* [WHAT TO DO]: Your output should be the lines of the entries below, exactly, from the first one through the line that holds "margin:0; font-family:Dekko,sans-serif; background:#f6f6f7;".

======== EXTRACTED RECORDS

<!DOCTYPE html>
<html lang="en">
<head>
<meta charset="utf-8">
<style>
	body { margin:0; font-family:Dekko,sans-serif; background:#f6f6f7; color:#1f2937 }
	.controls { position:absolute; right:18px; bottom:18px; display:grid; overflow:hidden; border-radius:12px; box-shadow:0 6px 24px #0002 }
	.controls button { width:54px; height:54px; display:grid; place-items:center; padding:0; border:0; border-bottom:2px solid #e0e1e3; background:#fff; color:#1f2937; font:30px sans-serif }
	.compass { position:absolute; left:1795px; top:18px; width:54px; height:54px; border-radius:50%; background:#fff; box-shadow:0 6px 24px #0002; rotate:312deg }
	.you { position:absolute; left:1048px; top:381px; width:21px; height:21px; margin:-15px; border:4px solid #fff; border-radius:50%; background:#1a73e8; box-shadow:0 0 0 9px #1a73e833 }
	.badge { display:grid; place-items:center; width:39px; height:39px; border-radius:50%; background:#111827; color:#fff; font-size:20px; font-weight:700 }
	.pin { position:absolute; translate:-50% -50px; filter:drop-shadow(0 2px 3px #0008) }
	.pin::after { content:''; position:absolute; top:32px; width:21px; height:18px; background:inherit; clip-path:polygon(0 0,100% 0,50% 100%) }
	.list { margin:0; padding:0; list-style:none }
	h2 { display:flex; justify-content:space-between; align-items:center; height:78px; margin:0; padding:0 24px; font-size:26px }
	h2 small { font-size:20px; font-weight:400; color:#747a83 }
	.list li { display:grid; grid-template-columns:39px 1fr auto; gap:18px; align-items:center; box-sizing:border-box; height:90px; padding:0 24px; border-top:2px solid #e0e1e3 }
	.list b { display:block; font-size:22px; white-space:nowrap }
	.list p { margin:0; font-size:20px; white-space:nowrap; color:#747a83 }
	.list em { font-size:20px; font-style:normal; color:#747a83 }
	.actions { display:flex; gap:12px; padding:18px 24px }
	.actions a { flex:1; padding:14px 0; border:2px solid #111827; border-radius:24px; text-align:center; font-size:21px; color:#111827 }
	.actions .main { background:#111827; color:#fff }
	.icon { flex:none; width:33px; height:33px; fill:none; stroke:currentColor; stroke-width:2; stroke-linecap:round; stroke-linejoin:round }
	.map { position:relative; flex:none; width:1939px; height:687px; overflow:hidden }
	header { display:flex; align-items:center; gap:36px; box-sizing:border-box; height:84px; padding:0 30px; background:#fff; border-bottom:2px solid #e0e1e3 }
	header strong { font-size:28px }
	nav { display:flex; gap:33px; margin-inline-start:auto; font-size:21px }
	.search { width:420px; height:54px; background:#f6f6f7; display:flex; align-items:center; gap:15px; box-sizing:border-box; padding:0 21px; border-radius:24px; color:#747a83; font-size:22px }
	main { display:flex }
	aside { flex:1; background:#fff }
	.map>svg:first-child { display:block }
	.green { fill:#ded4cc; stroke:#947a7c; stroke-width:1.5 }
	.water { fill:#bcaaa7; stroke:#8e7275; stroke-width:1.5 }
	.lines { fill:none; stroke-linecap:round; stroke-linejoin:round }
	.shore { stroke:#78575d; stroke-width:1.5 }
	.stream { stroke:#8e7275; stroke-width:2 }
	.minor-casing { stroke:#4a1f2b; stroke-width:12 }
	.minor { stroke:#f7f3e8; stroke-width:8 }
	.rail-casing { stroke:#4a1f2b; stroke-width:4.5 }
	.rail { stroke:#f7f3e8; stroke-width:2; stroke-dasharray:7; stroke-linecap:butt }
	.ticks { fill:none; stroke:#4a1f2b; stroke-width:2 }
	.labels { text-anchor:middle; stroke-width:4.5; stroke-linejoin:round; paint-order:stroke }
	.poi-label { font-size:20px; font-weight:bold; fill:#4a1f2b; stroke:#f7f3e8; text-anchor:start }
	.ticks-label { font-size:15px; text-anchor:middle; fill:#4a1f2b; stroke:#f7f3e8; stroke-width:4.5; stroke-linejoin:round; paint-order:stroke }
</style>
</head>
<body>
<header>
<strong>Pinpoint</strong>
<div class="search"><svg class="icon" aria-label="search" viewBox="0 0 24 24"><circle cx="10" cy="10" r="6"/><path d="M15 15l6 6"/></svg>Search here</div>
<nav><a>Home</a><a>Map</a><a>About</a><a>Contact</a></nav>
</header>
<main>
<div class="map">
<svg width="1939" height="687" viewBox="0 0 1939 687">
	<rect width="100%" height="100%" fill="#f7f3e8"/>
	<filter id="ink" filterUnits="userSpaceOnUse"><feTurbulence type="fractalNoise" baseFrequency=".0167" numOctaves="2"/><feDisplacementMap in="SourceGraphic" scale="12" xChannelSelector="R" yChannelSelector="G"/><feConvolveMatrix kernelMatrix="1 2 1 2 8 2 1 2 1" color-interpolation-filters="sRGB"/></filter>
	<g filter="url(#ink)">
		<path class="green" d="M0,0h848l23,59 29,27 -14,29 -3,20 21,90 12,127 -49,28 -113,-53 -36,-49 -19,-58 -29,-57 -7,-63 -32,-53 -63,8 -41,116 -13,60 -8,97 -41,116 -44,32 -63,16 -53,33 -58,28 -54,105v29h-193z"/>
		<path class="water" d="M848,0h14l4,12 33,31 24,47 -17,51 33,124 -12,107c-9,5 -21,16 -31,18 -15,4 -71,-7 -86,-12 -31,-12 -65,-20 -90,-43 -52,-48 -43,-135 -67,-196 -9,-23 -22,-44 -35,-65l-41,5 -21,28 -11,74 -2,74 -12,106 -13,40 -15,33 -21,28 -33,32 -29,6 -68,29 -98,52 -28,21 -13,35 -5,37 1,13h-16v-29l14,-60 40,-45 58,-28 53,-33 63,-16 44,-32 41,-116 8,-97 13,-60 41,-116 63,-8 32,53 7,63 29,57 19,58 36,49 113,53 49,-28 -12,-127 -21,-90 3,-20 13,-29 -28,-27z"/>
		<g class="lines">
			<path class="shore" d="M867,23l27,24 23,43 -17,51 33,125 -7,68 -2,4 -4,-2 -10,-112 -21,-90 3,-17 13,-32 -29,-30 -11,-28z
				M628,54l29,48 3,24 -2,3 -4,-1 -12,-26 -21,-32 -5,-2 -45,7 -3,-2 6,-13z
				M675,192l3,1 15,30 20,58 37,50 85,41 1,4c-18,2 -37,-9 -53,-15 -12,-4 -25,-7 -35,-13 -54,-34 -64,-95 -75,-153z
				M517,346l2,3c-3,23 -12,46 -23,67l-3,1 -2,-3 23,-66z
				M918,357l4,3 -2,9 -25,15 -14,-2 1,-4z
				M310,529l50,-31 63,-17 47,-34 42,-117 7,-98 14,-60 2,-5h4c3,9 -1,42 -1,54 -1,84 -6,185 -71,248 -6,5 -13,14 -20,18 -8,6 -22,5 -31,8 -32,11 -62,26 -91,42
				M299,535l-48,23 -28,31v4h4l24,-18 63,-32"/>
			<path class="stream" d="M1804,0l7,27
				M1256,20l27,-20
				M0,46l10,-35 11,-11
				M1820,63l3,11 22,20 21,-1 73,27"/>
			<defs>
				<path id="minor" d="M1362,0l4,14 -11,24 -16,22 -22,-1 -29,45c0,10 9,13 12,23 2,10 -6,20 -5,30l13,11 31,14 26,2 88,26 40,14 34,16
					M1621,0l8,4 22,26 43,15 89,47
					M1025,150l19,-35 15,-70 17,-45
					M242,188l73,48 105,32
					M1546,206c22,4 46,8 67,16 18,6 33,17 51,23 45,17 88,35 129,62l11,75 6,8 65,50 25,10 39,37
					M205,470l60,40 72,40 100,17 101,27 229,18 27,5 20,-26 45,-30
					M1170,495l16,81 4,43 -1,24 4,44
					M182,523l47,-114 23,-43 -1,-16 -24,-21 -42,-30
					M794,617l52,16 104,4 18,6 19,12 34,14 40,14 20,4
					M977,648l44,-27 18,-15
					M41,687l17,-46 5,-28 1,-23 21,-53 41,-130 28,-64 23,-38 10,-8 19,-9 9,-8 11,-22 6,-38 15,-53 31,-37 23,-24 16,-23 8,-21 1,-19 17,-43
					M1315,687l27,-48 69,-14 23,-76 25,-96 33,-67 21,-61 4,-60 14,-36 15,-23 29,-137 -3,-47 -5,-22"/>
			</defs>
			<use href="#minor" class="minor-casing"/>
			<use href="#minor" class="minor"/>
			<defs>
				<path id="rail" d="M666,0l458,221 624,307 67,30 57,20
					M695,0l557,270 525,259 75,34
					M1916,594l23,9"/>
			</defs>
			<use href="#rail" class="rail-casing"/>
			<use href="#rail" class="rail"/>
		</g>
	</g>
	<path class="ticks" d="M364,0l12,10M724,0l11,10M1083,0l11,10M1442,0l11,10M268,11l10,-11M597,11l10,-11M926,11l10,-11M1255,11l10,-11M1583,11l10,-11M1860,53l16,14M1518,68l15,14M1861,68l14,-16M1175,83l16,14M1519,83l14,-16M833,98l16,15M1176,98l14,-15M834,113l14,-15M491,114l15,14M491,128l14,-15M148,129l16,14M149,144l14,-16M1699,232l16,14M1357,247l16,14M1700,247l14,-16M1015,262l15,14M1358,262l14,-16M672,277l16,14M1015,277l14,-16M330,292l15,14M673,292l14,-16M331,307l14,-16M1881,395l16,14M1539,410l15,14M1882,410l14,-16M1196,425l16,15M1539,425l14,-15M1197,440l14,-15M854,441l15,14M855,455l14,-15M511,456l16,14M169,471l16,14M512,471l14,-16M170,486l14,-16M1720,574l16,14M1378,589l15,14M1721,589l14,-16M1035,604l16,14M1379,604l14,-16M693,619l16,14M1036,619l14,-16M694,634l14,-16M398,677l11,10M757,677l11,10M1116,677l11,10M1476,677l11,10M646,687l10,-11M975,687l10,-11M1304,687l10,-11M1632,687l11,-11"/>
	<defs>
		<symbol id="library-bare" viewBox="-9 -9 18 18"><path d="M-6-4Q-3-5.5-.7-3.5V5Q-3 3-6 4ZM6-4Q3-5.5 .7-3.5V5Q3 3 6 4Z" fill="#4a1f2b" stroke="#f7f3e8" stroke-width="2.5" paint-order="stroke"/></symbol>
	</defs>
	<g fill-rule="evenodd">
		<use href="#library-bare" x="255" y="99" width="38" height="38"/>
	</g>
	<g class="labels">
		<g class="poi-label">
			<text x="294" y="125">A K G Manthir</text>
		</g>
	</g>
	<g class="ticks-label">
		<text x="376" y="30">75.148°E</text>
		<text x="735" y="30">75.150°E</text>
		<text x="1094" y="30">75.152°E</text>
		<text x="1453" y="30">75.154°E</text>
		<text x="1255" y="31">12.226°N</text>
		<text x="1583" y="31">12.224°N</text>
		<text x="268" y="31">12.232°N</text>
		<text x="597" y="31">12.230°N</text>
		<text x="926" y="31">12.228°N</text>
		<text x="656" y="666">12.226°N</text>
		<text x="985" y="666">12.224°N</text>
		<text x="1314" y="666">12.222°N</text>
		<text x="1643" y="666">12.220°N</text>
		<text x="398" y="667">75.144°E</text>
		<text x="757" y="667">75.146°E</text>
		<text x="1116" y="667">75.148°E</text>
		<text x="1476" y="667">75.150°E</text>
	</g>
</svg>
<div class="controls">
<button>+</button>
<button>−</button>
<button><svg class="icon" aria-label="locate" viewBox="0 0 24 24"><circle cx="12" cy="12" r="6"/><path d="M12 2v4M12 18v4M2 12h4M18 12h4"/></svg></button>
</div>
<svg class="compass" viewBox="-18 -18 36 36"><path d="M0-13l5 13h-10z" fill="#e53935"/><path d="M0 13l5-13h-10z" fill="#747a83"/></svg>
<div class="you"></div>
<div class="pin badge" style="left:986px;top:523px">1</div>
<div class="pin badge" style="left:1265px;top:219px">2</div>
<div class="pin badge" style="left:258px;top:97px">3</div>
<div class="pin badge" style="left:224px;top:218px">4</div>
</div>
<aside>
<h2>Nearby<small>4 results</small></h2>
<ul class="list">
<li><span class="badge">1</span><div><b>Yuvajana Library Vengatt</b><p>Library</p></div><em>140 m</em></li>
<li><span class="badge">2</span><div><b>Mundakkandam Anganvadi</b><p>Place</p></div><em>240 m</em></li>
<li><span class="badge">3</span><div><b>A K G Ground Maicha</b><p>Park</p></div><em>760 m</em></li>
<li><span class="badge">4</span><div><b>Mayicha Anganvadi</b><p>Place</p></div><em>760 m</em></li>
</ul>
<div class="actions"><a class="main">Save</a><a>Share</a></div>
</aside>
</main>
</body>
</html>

================

* [YOUR RESPONSE]:
<!DOCTYPE html>
<html lang="en">
<head>
<meta charset="utf-8">
<style>
	body { margin:0; font-family:Dekko,sans-serif; background:#f6f6f7; color:#1f2937 }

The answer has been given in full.